Utility functions on this syntax can be found in
PCUICAstUtils, while PCUICInduction
provides induction principles on the syntax, while taking care of special
constructors like tCase (pattern-maching), tFix (fixed points) and
tCoFix (co-fixed points) which take lists of terms as arguments.
PCUICLiftSubst defines renaming, lifting and susbtitution.
PCUICUnivSubst defines universe substitution (for universe
polymorphism).
PCUICReflect contains the definition of the ReflectEq type
class, coming with boolean equality eqb which reflects equality, and give
many instances of that class.
Typing in PCUIC is defined in PCUICTyping, it also comes
with the definition of reduction, conversion and cumulativity.
Some results about reduction (including the definition of parallel reduction)
can be found in PCUICReduction.
In PCUICPosition, we define the notion of position in a
term, as well as the notion of stack, how they are related and a
well-founded order on positions (in a given term).
In PCUICNameless we define a notion of nameless terms
(without any pretty-printing annotations) and the nl function to remove
such names in a term.
Weakening on environments is done in PCUICWeakeningEnv.
The notion of closed terms is defined in PCUICClosed.
In PCUICSigmaCalculus we show type
preservation for σ-calculus instantiation.
Then PCUICWeakening contains the weakening lemma.
Some properties on cumulativity are proven in
PCUICCumulativity, it also includes some other
properties about eq_term but they can mainly be found in
PCUICEquality.
PCUICSubstitution contains the substitution lemma.
All inversion lemmata on typing are in PCUICInversion.
PCUICGeneration on the other hand is about admissibility
lemmata on typing, for instance typing of n-ary application mkApps.
PCUICParallelReduction and
PCUICParallelReductionConfluence have
self-explanatory names, they define parallel reduction and show it is confluent
as a stepping stone to prove confluence of the "usual" reduction in
PCUICConfluence.
We prove principality (if a term has two types, it can be typed with a subtype
of both) in PCUICPrincipality.
PCUICUnivSubstitution contains more universe
substitution lemmata.
PCUICValidity allows us to show that every type A
such that Γ ⊢ t : A is valid, meaning it is sorted or a well-formed
arity.
Subject reduction is addressed in PCUICSR.
PCUICWcbvEval defines the weak head call by value
evaluation strategy.
PCUICMetaTheory sums up the meta-theory? (probably outdated)
PCUICChecker contains a fueled type checker for PCUIC
whose completeness can be found in
PCUICCheckerCompleteness.
PCUICRetyping provides a type_of function to get the
type of well-typed expression, it doesn't check again that the term is
well-typed, so it can go faster.
TemplateToPCUIC, as the name implies, contains a translation from TemplateCoq syntax to PCUIC syntax. TemplateToPCUICCorrectness shows that this translation is type-preserving.

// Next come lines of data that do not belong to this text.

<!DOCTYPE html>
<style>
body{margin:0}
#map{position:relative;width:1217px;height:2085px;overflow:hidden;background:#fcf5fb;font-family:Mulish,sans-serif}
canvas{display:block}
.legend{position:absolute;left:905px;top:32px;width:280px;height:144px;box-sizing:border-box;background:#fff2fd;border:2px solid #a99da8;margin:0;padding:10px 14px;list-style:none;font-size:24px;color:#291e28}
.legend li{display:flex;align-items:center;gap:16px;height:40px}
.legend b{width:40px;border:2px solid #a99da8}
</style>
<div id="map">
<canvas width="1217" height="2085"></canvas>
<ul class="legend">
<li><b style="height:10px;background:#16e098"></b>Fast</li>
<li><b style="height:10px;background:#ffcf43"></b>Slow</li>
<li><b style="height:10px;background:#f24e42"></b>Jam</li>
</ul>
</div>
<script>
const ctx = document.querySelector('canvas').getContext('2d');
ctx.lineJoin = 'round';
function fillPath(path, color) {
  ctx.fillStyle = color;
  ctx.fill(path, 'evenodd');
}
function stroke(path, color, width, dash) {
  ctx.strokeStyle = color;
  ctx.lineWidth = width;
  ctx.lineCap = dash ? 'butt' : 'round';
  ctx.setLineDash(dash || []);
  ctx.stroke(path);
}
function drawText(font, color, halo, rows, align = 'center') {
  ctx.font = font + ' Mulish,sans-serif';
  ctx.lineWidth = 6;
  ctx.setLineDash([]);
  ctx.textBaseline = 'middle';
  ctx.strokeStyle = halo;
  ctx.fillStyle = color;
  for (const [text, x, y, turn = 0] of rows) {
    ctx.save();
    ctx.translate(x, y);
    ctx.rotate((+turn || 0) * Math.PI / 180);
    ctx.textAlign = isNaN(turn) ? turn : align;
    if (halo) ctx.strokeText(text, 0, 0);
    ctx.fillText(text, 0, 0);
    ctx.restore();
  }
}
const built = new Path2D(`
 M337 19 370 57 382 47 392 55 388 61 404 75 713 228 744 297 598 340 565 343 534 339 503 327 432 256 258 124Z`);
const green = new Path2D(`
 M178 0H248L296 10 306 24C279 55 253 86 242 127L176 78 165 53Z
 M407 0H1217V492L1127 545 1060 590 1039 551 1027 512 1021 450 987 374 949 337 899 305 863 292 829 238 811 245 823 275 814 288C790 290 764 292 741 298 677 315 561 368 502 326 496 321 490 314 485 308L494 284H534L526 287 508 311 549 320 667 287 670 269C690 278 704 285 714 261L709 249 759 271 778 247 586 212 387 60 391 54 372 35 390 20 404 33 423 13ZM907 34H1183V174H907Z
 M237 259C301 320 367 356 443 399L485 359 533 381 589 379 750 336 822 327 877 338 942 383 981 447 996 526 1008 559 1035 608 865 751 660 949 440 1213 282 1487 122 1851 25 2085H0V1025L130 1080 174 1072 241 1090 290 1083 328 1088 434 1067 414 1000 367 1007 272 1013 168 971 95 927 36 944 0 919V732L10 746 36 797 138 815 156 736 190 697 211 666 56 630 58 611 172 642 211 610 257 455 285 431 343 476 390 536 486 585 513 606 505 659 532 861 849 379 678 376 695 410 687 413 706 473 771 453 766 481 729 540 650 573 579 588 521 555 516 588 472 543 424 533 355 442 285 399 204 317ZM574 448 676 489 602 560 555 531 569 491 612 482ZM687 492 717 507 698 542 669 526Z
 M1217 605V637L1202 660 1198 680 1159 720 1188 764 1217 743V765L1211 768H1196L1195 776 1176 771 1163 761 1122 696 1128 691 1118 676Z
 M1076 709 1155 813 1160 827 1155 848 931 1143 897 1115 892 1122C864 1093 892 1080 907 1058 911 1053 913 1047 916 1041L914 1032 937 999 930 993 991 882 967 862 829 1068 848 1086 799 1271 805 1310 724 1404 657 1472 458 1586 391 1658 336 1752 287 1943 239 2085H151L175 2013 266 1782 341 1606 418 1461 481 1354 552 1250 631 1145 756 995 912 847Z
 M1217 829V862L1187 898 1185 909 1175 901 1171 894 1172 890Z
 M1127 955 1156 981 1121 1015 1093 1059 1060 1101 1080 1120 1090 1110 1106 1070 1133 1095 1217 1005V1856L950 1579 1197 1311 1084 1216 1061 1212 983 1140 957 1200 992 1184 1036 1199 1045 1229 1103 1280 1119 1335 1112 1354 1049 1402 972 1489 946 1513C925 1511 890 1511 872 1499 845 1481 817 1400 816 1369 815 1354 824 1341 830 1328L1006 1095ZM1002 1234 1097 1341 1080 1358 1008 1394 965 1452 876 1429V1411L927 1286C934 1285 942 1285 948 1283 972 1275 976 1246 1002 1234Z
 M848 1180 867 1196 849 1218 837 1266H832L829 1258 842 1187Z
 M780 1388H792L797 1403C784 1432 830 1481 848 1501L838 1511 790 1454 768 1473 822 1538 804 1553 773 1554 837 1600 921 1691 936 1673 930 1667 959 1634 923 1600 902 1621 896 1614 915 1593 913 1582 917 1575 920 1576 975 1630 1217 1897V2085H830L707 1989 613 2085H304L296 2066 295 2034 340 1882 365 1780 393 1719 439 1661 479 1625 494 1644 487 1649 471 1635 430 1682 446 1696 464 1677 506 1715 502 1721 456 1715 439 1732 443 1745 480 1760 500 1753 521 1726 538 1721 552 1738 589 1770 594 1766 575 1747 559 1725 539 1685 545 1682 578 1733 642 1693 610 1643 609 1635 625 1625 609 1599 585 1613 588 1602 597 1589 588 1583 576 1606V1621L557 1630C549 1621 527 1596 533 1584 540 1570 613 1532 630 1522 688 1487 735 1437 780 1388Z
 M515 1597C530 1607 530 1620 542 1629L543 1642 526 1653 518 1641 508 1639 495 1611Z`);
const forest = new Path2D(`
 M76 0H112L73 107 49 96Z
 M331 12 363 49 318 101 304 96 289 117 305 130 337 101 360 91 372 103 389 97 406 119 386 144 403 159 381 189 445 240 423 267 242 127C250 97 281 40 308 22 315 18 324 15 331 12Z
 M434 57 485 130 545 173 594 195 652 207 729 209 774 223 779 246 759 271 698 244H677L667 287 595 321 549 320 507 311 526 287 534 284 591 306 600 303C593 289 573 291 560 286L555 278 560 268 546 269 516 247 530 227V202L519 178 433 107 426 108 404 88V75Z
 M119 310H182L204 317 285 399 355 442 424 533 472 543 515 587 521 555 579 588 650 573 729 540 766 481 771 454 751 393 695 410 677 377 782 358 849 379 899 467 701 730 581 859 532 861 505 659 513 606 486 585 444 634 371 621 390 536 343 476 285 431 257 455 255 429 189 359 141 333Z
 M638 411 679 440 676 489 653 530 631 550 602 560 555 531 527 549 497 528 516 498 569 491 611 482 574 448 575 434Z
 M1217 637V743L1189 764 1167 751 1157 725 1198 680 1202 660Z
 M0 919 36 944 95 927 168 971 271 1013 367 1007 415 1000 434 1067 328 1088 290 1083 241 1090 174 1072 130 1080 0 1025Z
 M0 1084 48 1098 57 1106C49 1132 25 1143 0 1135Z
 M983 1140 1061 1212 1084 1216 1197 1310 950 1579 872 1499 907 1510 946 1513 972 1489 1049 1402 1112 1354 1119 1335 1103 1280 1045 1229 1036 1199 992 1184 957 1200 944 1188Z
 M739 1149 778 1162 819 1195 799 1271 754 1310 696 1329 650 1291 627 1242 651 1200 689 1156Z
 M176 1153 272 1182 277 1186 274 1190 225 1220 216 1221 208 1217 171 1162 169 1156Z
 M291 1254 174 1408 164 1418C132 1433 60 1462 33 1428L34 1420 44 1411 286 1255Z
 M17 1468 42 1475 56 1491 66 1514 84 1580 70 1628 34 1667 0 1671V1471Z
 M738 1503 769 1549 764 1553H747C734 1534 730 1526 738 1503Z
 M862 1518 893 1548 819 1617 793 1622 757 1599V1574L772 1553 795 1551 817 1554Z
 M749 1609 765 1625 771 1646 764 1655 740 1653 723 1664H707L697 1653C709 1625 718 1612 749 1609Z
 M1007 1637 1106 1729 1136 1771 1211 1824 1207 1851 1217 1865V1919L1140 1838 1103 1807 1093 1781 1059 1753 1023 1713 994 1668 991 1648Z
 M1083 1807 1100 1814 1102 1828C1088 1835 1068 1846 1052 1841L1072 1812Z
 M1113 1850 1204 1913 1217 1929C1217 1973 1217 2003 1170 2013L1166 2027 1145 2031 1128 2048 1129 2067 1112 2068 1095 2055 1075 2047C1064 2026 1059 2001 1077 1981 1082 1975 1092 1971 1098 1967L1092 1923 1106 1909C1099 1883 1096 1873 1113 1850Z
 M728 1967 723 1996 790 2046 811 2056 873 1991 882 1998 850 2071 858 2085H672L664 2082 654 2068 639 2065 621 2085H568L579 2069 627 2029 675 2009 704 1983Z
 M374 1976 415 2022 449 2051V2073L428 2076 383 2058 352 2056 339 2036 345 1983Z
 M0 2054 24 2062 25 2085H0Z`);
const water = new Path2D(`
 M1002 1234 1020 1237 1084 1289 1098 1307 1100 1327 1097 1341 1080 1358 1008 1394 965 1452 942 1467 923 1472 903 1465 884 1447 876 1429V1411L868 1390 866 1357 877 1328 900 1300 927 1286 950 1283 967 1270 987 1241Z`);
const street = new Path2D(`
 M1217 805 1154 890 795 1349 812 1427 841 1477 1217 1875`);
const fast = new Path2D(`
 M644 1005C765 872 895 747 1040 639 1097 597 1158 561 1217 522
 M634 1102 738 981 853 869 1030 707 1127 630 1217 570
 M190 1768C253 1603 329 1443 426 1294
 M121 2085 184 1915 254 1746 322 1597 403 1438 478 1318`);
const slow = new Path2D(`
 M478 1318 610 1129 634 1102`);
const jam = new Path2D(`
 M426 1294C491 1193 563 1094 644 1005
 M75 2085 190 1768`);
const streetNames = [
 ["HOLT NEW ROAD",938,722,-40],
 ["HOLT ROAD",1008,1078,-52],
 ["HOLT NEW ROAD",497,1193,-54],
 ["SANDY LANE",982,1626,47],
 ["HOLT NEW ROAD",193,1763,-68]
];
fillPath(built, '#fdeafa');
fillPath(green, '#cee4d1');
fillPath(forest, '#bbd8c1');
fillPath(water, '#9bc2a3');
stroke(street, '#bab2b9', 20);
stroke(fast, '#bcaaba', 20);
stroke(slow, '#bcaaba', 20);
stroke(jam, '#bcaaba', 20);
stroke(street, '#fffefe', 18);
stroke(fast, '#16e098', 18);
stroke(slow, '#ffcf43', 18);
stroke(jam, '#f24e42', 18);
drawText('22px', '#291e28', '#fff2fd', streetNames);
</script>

PCUICErasedTerm contains the AST for the erased terms (proofs are identified). PCUICElimination defines information about elimination of proofs.
In PCUICNormal we define the notion of (weak head) neutral and
normal terms.
PCUICSafeLemmata mostly contains lemmata that should be
moved, but also the definition of welltyped and wellformed which are
Prop variants of typing, stating that a term is well typed (or is an arity
in the case of wellformed). The file includes lemmata about it.
PCUICSN defines the normalisation axiom as well-foundedness
of the co-reduction, as well as related lemmata.